What will help with your pain is having a husband, who though may not know what you're going through, who is caring and understanding. He should understand that he f***ed up beyong big time. His actions and choices set all of this in motion. Maybe he is aware and feels guilty but he shouldn't shut you down when you need him to be there for you.

You shouldn't bottle up your feelings, continue to talk and express yourself. You are owed that, listening to you is the least that he could do as the person who hurt you and it's his responsibilty as your husband.

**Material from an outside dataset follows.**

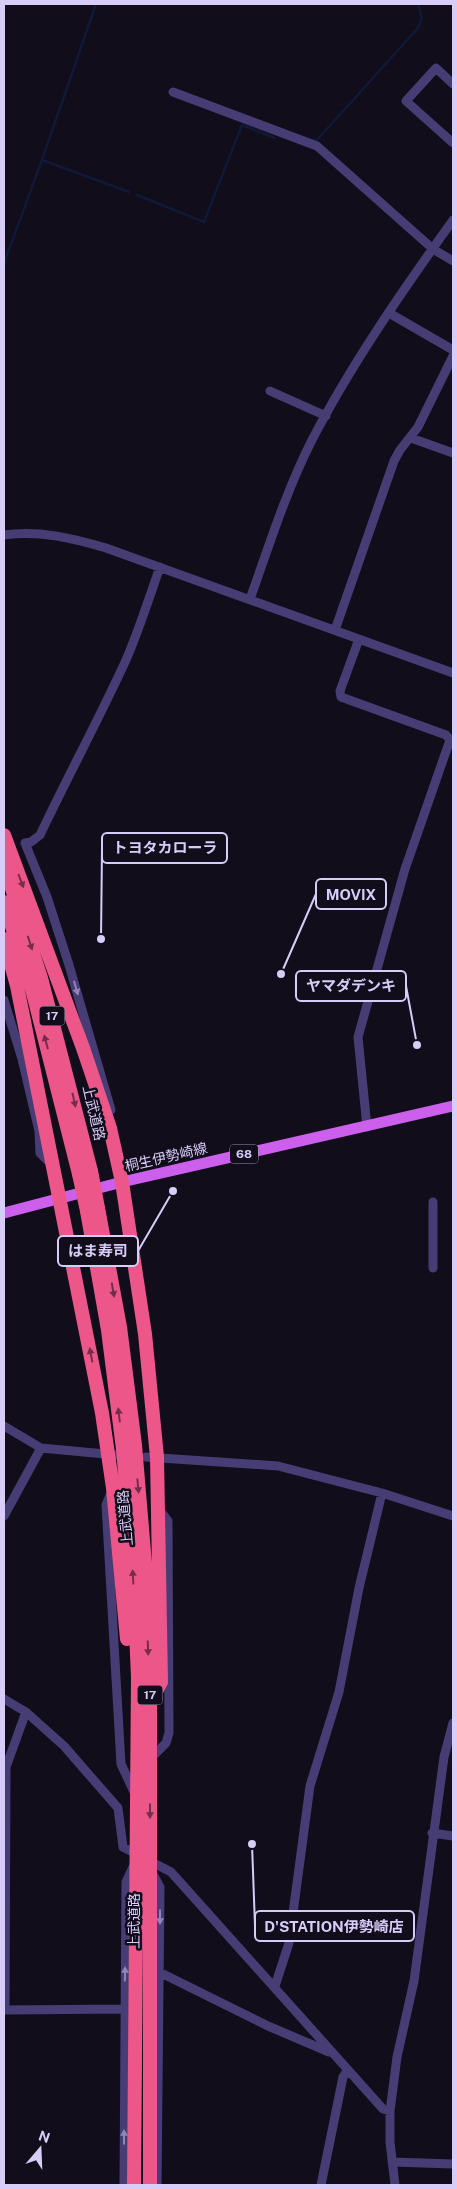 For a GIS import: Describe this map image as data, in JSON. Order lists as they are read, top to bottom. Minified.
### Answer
{"streets":{"highway":["17","上武道路"],"main road":["68","桐生伊勢崎線"]},"places":["トヨタカローラ","MOVIX","ヤマダデンキ","はま寿司","D'STATION伊勢崎店"],"north":"top"}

It's not unrealistic that he thinks it's over, he wants it to be over because he doesn't want to deal with it but that's unfair to you.



Locke.Stratos said:


> *Devastated an lost* recognize that his dismissive and nonchalant attitude towards how his affair has affected you is also causing you tremendous pain, in addition to the affair itself.
> 
> Your marriage and reconciliation require his active participation and committment.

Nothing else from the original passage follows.